Today’s article is a response to the recent announcement that, after September 2012, most elderly people in care in England will no longer have proper financial redress for wrongly charged care fees.
I remember it vividly. Sitting at the bottom of the stairs just after Christmas 2007, I opened the letter. As I read it, I began to sob. They were hard and heavy tears. I had been fighting for this letter for so long and now it finally confirmed that the NHS had acted illegally in charging my mother for care.

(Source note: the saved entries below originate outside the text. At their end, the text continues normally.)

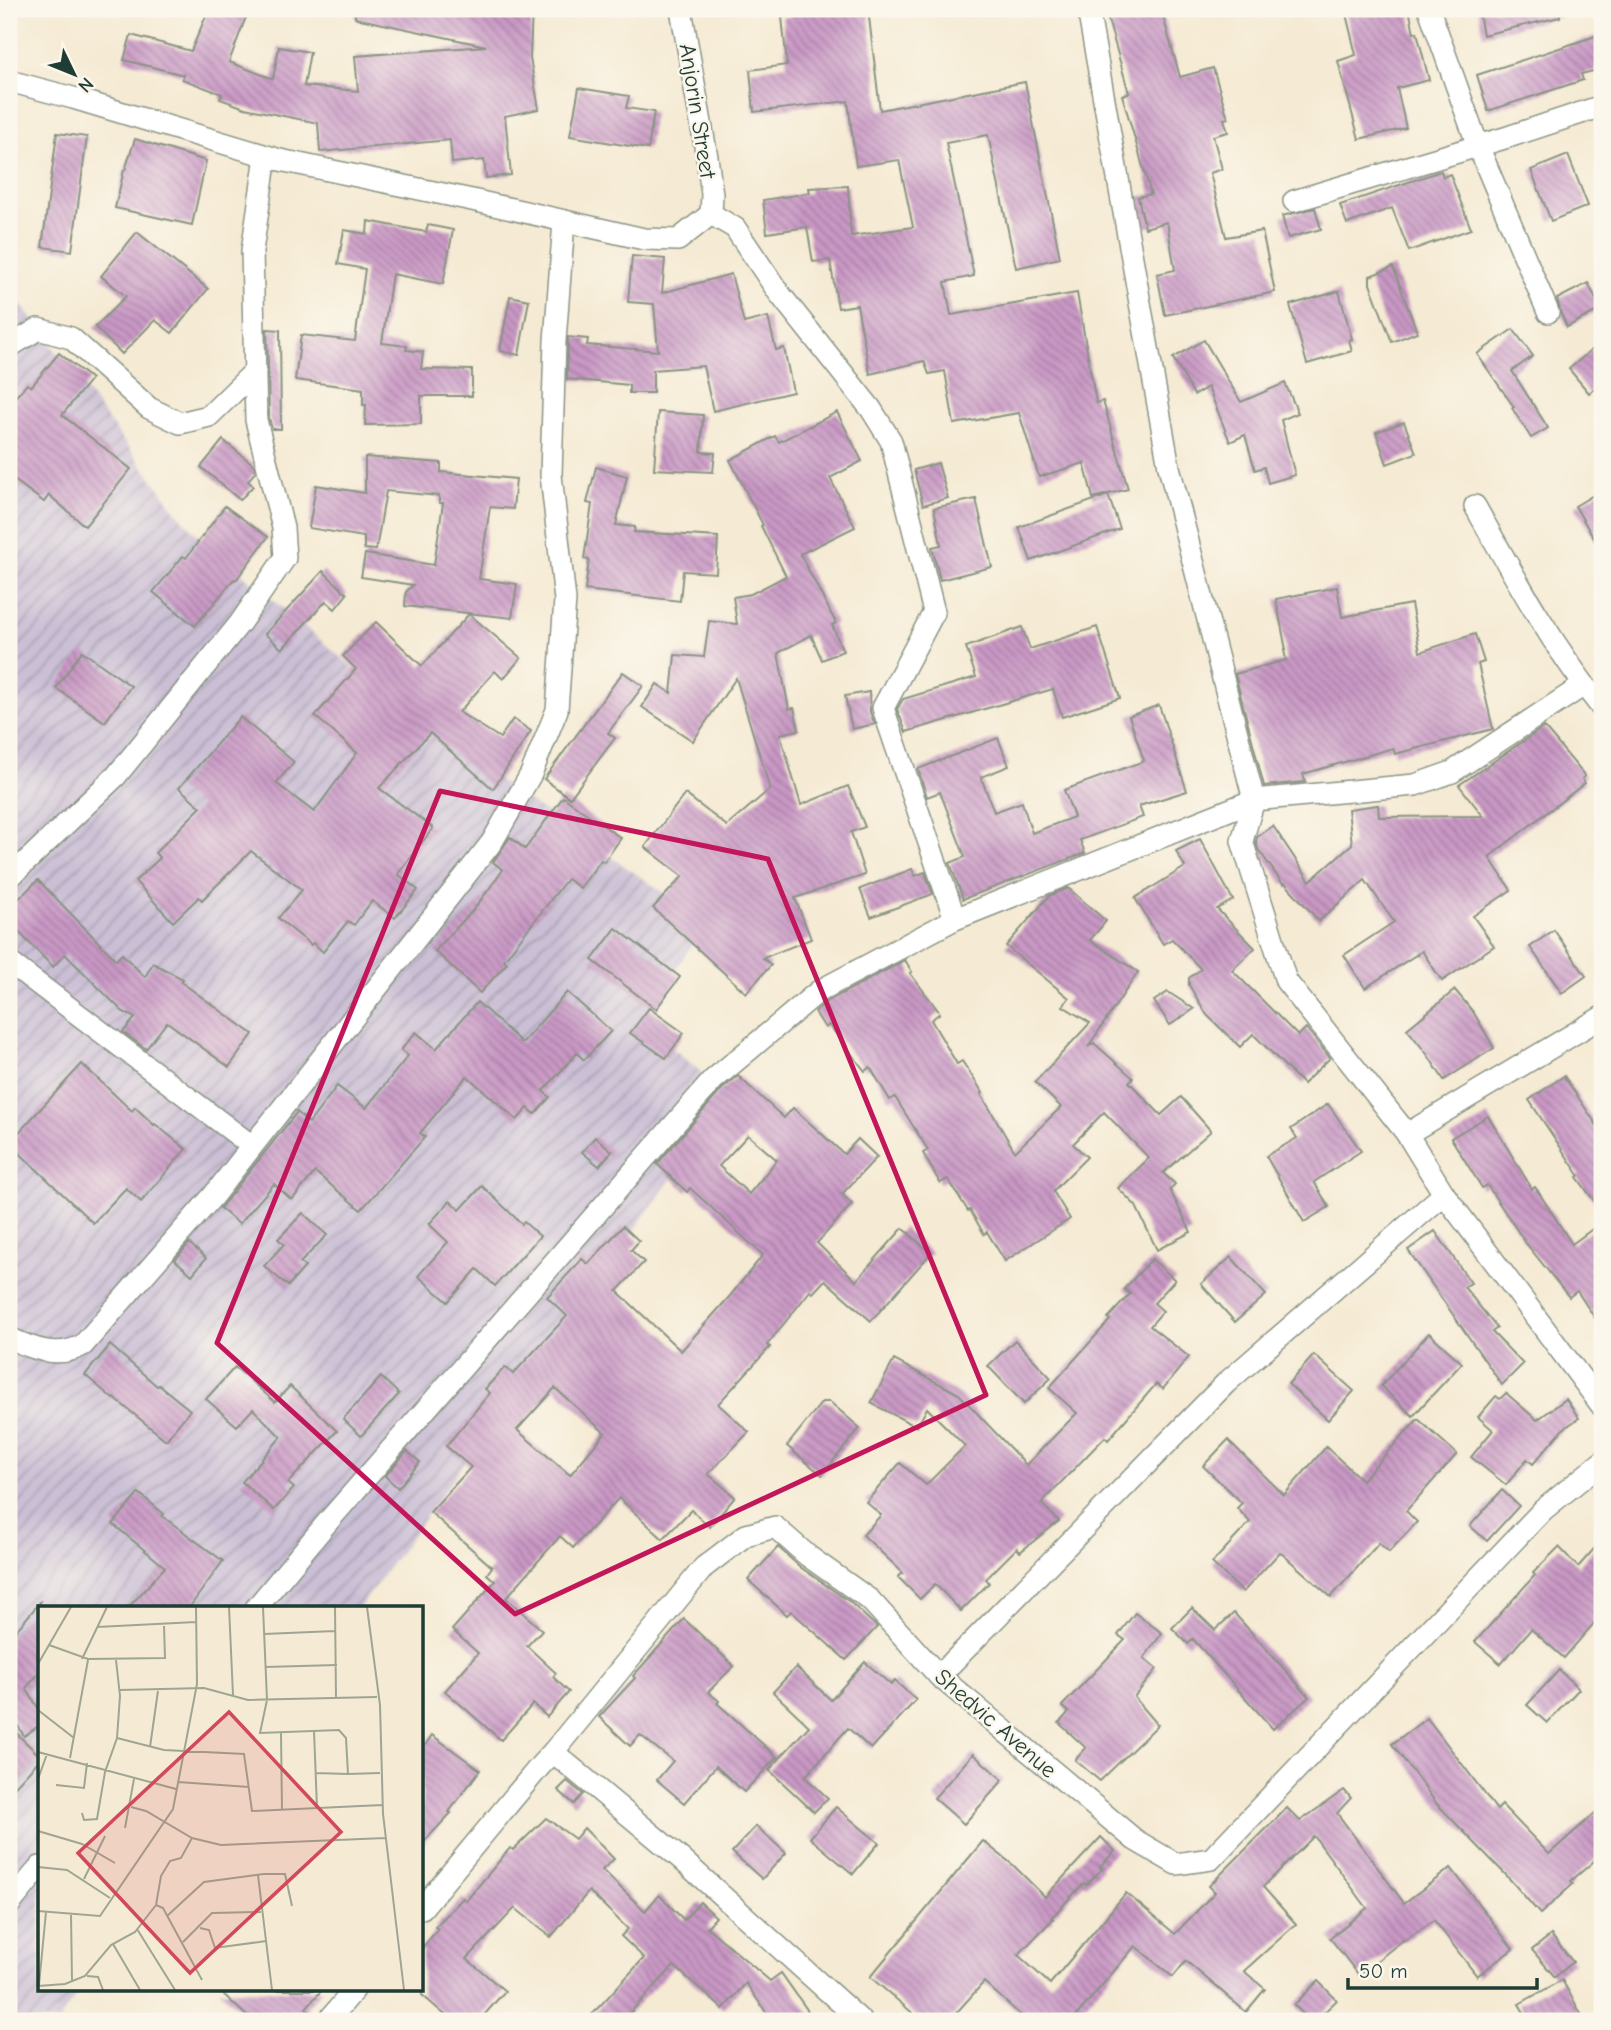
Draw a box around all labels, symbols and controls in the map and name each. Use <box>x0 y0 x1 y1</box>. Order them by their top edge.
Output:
north arrow <box>38 38 108 108</box>
street label: Anjorin Street <box>674 42 722 182</box>
text: N <box>73 73 98 97</box>
inset map <box>38 1606 424 1992</box>
street label: Shedvic Avenue <box>929 1663 1062 1784</box>
scale bar <box>1348 1946 1538 1990</box>
text: 50 m <box>1359 1959 1408 1983</box>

It also confirmed that the NHS would be issuing a refund of care fees and providing ongoing funding to cover all her care needs. It had been a ghastly battle – and at that point I was also in the middle of the same battle for my father.
20 years earlier they had both been diagnosed with Parkinson’s disease. They both subsequently developed dementia and other serious health conditions, they both went into a care home on the same day in 2005, and they both died within a few weeks of each other at the end of 2009.
My battle with the NHS for both of them took over three and a half years and left me utterly exhausted. I eventually succeeded in forcing the NHS to pay back over £105,000 in care fees and provide fully-funded Continuing Care for my parents right up until they died.
NHS funding for full-time care is called NHS Continuing Healthcare and it covers 100% of the costs of being in a care home or receiving full-time care at home for people whose needs are primarily health needs.
I’m not talking here about the current crisis in social care, which is bad enough in itself. This is about NHS care – the healthcare that is available to all of us because we live in the UK. Except, it seems, if you’re old.
In the UK healthcare/nursing care is free at the point of use. It is not based on ability to pay, and yet elderly people in full-time care are routinely told the opposite: that even though they may have health needs, they have to pay for their care.
It is one of the biggest scandals in health service provision, accounting for billions in lost personal assets, and it has been going on for years. But the most horrifying thing of all is that it is not just a small hole in the care system; instead, it is a massive unfairness that seems to be actively perpetuated and supported by the State. Successive governments have done little to stop it..
I believe this maladministration has and will directly affect every family in the UK, and it will continue unless the voices raised in protest continue to grow in strength and volume.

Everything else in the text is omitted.